Monday 8 September 2014

The Feast of the Nativity of Our Lady


September 8 is the feast of The Nativity of Our Lady. Like all of the major Marian feasts, this commemoration was introduced to the West from the Eastern church. The feast appears in the earliest Irish calendars with the Martyrology of Tallaght simply recording:

Natiuitas Mariae matris Iesu, the birthday of Mary the mother of Jesus.

The slightly later Martyrology of Oengus makes it clear that this is a feast rather than a fast day:

F. vi. idus Septembris.

Foraithmentar Maire,
nit marbclae for tercphit,
la Tiamdae iar sétaib
co trib cétaib martir.

8. Thou shalt commemorate Mary:
thou art not deadened on a scanty meal:
with Timothy after (the world's) ways,
and three hundreds of martyrs.

The accompanying scholiast notes spell it out:

8. ...quassi dixisset ne ieiunes in feria Marie, thou shouldst not fast on Mary's feast.

The late 12th-century Martyrology of Gorman begins it's entries for September 8 with this notice:

8. f.
Noemghein Maire móre, Great Mary's holy nativity

Canon O'Hanlon, in Volume 9 of his Lives of the Irish Saints, has this short entry on the feast, noting that in some parts of the country popular devotion at holy wells was evident on this day:

Feast of the Nativity of the Blessed Virgin Mary.

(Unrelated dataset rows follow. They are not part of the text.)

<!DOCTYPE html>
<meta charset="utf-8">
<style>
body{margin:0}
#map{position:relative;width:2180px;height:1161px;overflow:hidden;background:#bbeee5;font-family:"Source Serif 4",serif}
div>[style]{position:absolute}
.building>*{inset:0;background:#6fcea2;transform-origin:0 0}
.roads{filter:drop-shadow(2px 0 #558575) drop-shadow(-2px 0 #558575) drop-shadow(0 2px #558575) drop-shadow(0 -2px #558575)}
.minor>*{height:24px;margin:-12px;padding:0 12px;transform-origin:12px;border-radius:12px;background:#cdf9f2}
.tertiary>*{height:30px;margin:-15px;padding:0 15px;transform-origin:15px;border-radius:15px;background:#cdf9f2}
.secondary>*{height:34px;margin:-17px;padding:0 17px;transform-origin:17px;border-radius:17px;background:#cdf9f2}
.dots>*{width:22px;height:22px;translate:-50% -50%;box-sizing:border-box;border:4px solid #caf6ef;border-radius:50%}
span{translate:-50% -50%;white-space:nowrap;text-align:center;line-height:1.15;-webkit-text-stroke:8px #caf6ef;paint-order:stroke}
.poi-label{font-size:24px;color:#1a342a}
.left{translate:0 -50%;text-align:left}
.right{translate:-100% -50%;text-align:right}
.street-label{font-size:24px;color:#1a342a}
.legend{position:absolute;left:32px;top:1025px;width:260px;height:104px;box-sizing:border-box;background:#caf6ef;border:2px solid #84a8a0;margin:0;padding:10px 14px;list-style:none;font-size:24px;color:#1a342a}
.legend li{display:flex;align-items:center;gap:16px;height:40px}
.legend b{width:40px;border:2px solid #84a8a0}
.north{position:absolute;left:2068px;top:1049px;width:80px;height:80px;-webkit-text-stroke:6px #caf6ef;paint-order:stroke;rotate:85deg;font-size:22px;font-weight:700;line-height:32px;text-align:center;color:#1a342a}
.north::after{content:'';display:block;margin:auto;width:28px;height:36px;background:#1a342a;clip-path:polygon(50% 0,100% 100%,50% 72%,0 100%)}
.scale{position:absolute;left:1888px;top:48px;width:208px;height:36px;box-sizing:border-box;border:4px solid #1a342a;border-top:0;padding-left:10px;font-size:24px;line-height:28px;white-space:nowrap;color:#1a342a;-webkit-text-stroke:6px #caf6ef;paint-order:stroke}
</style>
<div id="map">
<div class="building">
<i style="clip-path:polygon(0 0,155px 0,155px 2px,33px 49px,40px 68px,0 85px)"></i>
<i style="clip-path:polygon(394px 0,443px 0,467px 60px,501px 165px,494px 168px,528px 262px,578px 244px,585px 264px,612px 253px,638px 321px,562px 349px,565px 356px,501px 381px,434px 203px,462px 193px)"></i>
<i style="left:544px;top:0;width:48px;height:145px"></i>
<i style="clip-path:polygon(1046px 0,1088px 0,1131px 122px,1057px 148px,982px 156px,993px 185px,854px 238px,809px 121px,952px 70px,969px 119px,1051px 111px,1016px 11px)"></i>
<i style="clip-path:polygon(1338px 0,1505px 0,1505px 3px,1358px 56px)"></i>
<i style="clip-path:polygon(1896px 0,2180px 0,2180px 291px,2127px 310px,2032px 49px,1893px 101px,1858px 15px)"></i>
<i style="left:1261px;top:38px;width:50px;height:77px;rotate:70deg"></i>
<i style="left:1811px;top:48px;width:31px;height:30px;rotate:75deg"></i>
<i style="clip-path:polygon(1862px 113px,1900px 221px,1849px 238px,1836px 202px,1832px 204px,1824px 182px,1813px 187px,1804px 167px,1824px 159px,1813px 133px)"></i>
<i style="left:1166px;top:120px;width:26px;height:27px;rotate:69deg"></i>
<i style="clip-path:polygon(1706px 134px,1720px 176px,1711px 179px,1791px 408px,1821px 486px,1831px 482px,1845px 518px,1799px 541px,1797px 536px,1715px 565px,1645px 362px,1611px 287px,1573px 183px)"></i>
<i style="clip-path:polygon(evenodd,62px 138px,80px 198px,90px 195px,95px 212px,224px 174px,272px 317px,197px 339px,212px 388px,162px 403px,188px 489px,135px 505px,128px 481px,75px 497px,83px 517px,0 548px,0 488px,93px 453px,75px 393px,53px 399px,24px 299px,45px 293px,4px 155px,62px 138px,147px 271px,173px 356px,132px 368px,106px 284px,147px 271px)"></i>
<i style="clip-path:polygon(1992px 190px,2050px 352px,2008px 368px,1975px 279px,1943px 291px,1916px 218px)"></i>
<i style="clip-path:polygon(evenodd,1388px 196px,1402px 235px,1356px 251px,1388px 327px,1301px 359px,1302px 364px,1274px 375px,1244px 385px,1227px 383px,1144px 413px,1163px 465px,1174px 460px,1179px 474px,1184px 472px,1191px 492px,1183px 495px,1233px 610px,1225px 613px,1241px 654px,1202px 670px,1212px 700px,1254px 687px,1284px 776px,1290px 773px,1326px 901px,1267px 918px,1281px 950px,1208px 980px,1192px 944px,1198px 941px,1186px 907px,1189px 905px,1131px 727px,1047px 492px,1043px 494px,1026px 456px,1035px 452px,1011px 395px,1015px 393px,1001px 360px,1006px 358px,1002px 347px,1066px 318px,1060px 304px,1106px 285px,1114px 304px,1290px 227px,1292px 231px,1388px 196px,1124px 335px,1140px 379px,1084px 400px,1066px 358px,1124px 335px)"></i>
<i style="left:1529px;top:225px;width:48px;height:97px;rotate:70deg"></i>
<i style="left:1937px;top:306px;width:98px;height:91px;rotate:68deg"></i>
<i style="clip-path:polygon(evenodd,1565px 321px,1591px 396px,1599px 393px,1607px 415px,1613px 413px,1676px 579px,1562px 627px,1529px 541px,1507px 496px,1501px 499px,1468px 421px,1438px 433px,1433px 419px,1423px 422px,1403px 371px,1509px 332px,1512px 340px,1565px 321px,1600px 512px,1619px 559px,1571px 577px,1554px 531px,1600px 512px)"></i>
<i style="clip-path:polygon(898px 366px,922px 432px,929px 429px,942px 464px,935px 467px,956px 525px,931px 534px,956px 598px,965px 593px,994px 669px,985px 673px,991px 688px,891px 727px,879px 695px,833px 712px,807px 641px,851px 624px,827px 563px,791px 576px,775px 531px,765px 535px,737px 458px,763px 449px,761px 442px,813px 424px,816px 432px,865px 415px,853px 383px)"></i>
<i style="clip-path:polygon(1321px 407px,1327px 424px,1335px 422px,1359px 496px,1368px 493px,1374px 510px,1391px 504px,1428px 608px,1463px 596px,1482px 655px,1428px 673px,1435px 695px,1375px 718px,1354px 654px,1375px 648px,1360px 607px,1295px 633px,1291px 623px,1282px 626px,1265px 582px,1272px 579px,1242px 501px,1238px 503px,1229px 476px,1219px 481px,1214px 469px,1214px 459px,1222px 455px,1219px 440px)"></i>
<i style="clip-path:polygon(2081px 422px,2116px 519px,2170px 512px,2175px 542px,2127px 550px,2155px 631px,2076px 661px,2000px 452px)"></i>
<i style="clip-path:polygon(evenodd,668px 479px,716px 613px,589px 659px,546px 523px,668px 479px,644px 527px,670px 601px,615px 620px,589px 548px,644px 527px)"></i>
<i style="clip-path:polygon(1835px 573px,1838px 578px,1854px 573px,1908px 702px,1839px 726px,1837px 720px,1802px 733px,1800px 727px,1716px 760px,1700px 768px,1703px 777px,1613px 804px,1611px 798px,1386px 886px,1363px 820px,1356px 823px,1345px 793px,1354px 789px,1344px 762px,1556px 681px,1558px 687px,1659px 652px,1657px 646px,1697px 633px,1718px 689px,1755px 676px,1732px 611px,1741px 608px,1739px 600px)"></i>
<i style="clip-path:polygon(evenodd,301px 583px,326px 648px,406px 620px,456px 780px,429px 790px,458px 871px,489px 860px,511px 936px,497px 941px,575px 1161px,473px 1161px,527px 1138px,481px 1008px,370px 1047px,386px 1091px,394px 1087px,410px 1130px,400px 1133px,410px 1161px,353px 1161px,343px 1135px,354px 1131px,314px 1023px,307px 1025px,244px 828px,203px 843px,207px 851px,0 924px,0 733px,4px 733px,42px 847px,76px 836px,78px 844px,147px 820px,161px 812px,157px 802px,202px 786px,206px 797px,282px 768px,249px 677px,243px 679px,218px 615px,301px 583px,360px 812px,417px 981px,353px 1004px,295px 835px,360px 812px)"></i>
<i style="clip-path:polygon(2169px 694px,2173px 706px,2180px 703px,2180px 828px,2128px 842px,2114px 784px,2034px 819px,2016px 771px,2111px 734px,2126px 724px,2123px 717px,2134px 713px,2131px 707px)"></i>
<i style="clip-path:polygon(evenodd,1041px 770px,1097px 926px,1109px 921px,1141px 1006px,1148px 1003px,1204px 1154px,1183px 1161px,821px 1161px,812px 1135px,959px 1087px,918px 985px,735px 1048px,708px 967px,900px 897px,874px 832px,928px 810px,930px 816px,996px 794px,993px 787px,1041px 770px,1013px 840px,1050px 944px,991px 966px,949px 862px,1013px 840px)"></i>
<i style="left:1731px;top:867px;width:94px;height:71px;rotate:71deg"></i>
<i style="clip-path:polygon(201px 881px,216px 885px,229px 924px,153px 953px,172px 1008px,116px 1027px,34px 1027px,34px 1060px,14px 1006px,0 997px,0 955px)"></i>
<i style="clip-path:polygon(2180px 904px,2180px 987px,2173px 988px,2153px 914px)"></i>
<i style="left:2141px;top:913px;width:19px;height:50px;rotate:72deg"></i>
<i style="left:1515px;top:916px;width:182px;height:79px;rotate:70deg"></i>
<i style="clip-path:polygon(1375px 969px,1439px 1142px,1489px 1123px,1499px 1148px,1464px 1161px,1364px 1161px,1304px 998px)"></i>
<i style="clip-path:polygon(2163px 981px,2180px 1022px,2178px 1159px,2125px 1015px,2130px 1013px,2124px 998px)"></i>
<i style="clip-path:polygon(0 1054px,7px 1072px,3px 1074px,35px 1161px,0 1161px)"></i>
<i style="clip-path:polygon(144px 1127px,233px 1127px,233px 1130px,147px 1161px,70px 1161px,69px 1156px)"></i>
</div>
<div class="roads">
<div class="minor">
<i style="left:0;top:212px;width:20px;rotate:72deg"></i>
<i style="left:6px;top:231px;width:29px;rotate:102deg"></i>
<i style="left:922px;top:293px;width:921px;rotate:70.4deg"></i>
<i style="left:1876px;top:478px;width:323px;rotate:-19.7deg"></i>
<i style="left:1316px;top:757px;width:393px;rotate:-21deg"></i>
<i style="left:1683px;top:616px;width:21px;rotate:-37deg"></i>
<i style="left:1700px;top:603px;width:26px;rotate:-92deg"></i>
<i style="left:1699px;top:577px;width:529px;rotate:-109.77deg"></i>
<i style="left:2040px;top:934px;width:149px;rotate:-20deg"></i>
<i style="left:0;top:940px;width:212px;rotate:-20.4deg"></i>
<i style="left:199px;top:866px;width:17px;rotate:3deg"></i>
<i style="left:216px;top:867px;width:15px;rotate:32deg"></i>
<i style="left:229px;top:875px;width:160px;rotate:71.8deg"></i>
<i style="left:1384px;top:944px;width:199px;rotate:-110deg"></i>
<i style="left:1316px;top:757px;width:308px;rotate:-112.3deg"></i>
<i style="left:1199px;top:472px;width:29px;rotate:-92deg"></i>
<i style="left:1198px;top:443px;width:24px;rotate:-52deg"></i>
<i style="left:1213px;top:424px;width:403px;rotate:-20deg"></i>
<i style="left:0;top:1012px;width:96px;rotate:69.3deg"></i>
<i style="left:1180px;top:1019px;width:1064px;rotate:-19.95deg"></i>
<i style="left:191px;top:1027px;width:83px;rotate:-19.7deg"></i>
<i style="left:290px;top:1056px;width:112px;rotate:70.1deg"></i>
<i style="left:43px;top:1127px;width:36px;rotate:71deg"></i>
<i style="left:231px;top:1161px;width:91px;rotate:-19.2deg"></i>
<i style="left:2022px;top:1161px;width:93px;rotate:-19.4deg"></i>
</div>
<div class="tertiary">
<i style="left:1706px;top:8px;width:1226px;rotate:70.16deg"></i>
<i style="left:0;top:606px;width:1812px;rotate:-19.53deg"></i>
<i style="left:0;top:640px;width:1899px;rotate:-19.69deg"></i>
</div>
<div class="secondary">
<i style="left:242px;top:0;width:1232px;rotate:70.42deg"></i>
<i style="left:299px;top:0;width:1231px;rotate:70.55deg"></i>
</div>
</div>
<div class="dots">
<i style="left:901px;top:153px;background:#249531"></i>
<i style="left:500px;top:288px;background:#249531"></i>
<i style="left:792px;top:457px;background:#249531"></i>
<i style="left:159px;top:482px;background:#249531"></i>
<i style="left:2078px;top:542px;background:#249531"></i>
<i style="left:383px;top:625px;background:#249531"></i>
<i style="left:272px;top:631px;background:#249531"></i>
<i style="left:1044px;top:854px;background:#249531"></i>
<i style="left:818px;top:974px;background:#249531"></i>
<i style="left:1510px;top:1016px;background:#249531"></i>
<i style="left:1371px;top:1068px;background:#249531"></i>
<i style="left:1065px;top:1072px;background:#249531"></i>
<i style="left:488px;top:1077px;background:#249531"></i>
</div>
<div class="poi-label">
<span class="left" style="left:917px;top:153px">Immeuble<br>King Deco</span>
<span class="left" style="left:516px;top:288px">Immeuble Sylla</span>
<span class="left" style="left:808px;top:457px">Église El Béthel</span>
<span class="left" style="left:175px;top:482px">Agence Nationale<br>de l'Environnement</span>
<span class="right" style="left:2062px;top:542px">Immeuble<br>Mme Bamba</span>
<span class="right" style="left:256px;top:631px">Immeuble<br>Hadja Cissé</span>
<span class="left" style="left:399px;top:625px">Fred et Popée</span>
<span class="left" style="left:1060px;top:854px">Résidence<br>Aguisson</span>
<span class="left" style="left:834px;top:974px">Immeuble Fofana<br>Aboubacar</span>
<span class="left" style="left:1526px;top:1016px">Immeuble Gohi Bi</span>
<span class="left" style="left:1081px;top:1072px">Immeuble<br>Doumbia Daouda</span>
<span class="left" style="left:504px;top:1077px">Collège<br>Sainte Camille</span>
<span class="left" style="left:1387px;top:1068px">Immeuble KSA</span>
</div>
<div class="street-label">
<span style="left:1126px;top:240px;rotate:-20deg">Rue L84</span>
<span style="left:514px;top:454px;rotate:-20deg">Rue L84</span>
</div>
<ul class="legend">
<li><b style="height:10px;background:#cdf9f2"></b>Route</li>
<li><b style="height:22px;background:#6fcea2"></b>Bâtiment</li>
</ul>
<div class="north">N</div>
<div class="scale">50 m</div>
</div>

In the ancient Irish Church, the Festival of the Birth of our Divine Lord's Mother was celebrated on the eighth day of September, as we learn from the Feilire of Aengus. On this there is a short comment. About the year 695, this feast was appointed by Pope Servius. In various parts of Ireland, this festival was celebrated formerly with very special devotion, as parishes, churches and chapels had been dedicated to the Blessed Virgin Mary, and this was a favoured festival day. The patrons or patterns that until of late were yearly celebrated very conclusively attest it. In Kilnenor parish, County of Wexford, there is a holy well, at which a patron was formerly held on the 8th of September. According to a pious tradition, a concert of angels is said to have been heard in the air to solemnize the Nativity or Birthday of the Blessed Virgin Mary.